# Instructions for the task:
Beginning with the line that contains "Enumerate all text", output each line below exactly through the last one, both included, and nothing else.

Excerpts from a dataset:
·····
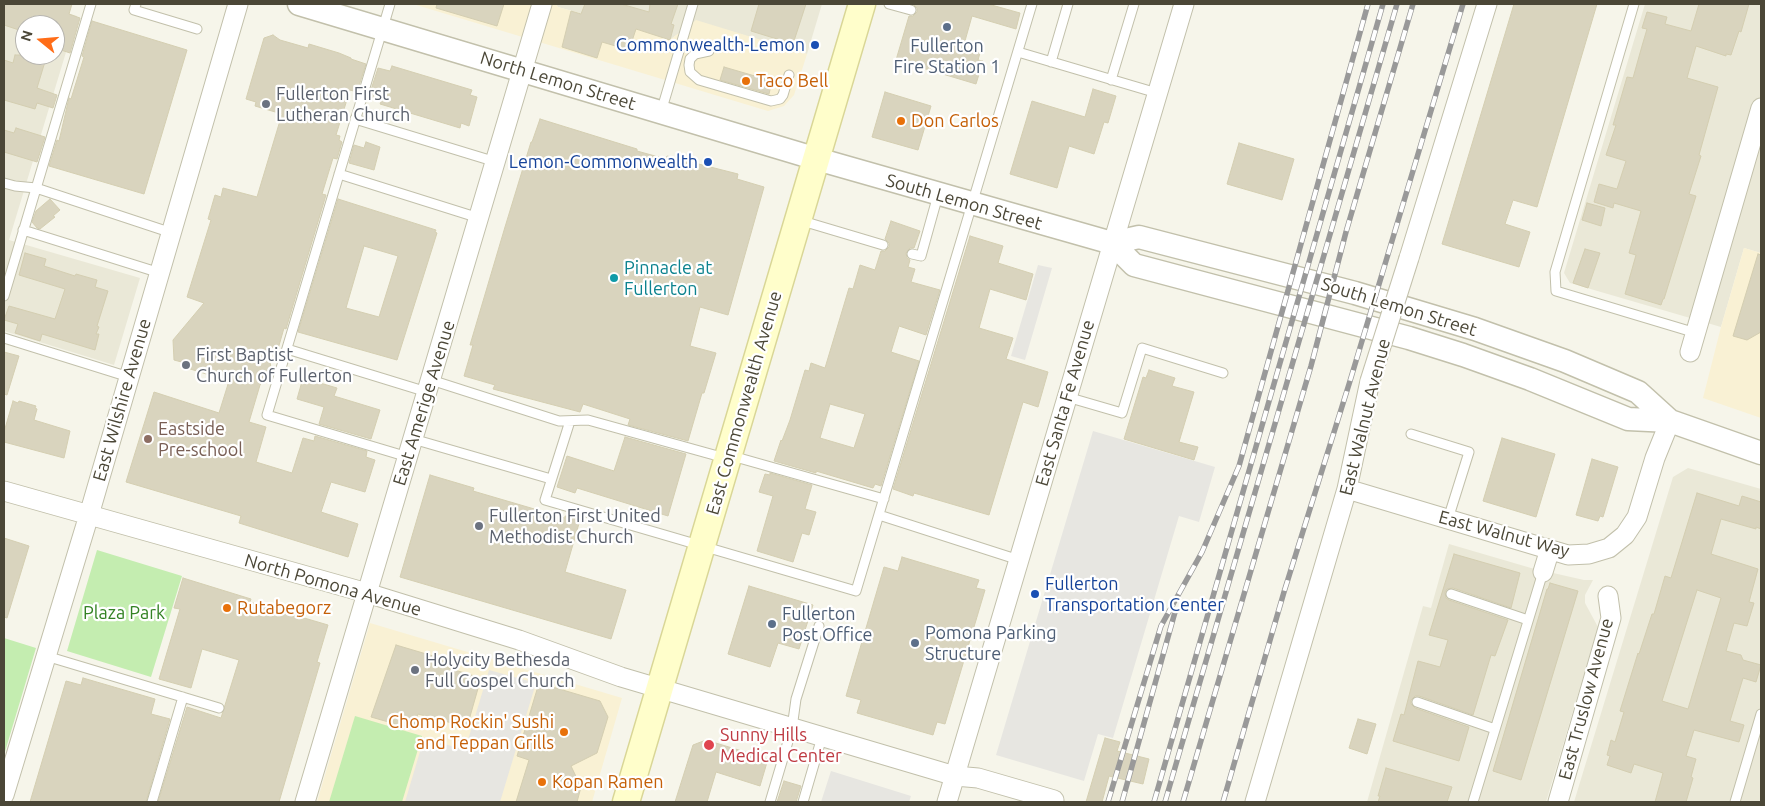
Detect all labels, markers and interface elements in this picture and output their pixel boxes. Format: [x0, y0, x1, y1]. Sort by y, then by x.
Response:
north arrow [15, 15, 65, 65]
marker: Fullerton Fire Station 1 [941, 21, 953, 33]
text: N [17, 29, 36, 43]
place label: Commonwealth-Lemon [616, 34, 805, 56]
place label: Fullerton Fire Station 1 [894, 35, 1000, 78]
marker: Commonwealth-Lemon [809, 39, 821, 51]
street label: North Lemon Street [478, 47, 638, 115]
place label: Taco Bell [756, 70, 828, 92]
marker: Taco Bell [740, 75, 752, 87]
place label: Fullerton First Lutheran Church [276, 83, 410, 126]
marker: Fullerton First Lutheran Church [260, 98, 272, 110]
place label: Don Carlos [911, 110, 999, 132]
marker: Don Carlos [895, 115, 907, 127]
place label: Lemon-Commonwealth [509, 151, 698, 173]
marker: Lemon-Commonwealth [702, 156, 714, 168]
street label: South Lemon Street [883, 169, 1045, 235]
place label: Pinnacle at Fullerton [624, 257, 712, 300]
marker: Pinnacle at Fullerton [608, 272, 620, 284]
street label: South Lemon Street [1319, 273, 1479, 341]
street label: East Commonwealth Avenue [702, 289, 786, 517]
street label: East Wilshire Avenue [88, 316, 156, 484]
street label: East Santa Fe Avenue [1031, 317, 1099, 489]
street label: East Amerige Avenue [389, 318, 459, 488]
street label: East Walnut Avenue [1335, 336, 1395, 498]
place label: First Baptist Church of Fullerton [196, 344, 352, 386]
marker: First Baptist Church of Fullerton [180, 359, 192, 371]
place label: Eastside Pre-school [158, 418, 243, 460]
marker: Eastside Pre-school [142, 433, 154, 445]
place label: Fullerton First United Methodist Church [489, 505, 661, 548]
street label: East Walnut Way [1436, 506, 1572, 562]
marker: Fullerton First United Methodist Church [473, 520, 485, 532]
street label: North Pomona Avenue [242, 549, 424, 621]
place label: Fullerton Transportation Center [1045, 573, 1224, 616]
marker: Fullerton Transportation Center [1029, 588, 1041, 600]
place label: Rutabegorz [237, 597, 331, 619]
park label: Plaza Park [83, 602, 165, 624]
marker: Rutabegorz [221, 602, 233, 614]
place label: Fullerton Post Office [782, 603, 872, 646]
street label: East Truslow Avenue [1554, 616, 1618, 782]
marker: Fullerton Post Office [766, 618, 778, 630]
place label: Pomona Parking Structure [925, 622, 1057, 664]
marker: Pomona Parking Structure [909, 637, 921, 649]
place label: Holycity Bethesda Full Gospel Church [425, 649, 575, 692]
marker: Holycity Bethesda Full Gospel Church [409, 664, 421, 676]
place label: Chomp Rockin' Sushi and Teppan Grills [388, 711, 554, 754]
place label: Sunny Hills Medical Center [720, 724, 842, 766]
marker: Chomp Rockin' Sushi and Teppan Grills [558, 726, 570, 738]
marker: Sunny Hills Medical Center [702, 738, 716, 752]
place label: Kopan Ramen [552, 771, 664, 793]
marker: Kopan Ramen [536, 776, 548, 788]

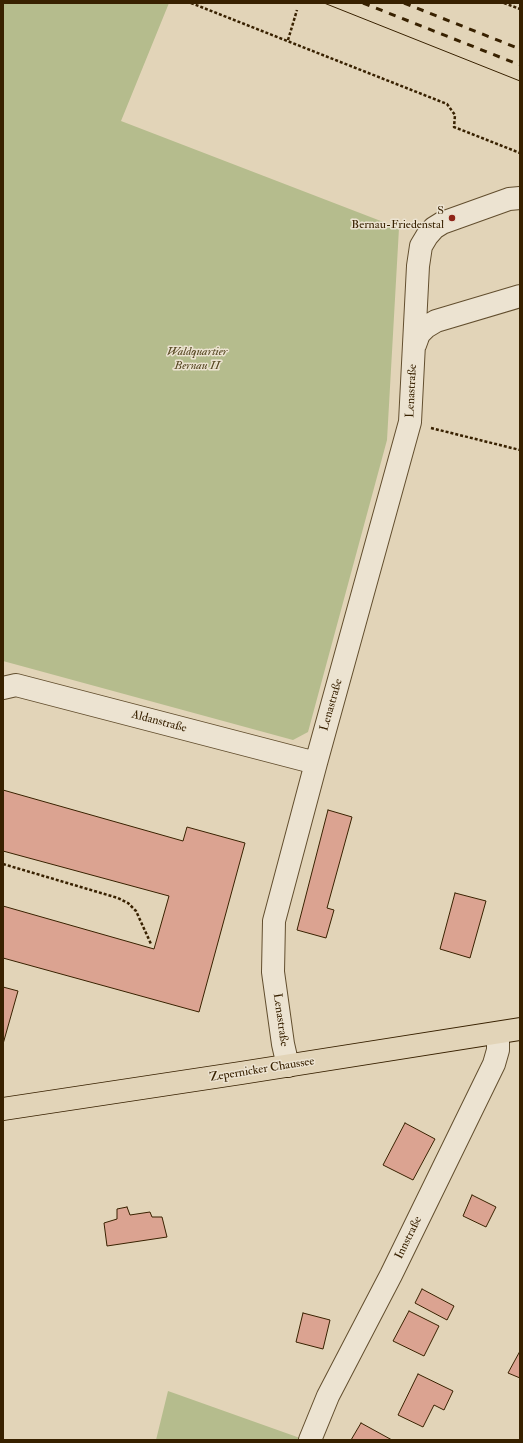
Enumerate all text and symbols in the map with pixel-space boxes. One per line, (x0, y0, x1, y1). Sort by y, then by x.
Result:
place label: S Bernau-Friedenstal (351, 204, 444, 232)
marker: S Bernau-Friedenstal (447, 213, 457, 223)
park label: Waldquartier Bernau II (167, 345, 227, 373)
street label: Lenastraße (403, 364, 421, 418)
street label: Lenastraße (318, 677, 346, 733)
street label: Aldanstraße (130, 708, 188, 736)
street label: Lenastraße (269, 992, 291, 1048)
street label: Zepernicker Chaussee (209, 1055, 315, 1085)
street label: Innstraße (392, 1214, 426, 1262)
·····
# Solution:
Enumerate all text and symbols in the map with pixel-space boxes. One per line, (x0, y0, x1, y1). Sort by y, then by x.
Result:
place label: S Bernau-Friedenstal (351, 204, 444, 232)
marker: S Bernau-Friedenstal (447, 213, 457, 223)
park label: Waldquartier Bernau II (167, 345, 227, 373)
street label: Lenastraße (403, 364, 421, 418)
street label: Lenastraße (318, 677, 346, 733)
street label: Aldanstraße (130, 708, 188, 736)
street label: Lenastraße (269, 992, 291, 1048)
street label: Zepernicker Chaussee (209, 1055, 315, 1085)
street label: Innstraße (392, 1214, 426, 1262)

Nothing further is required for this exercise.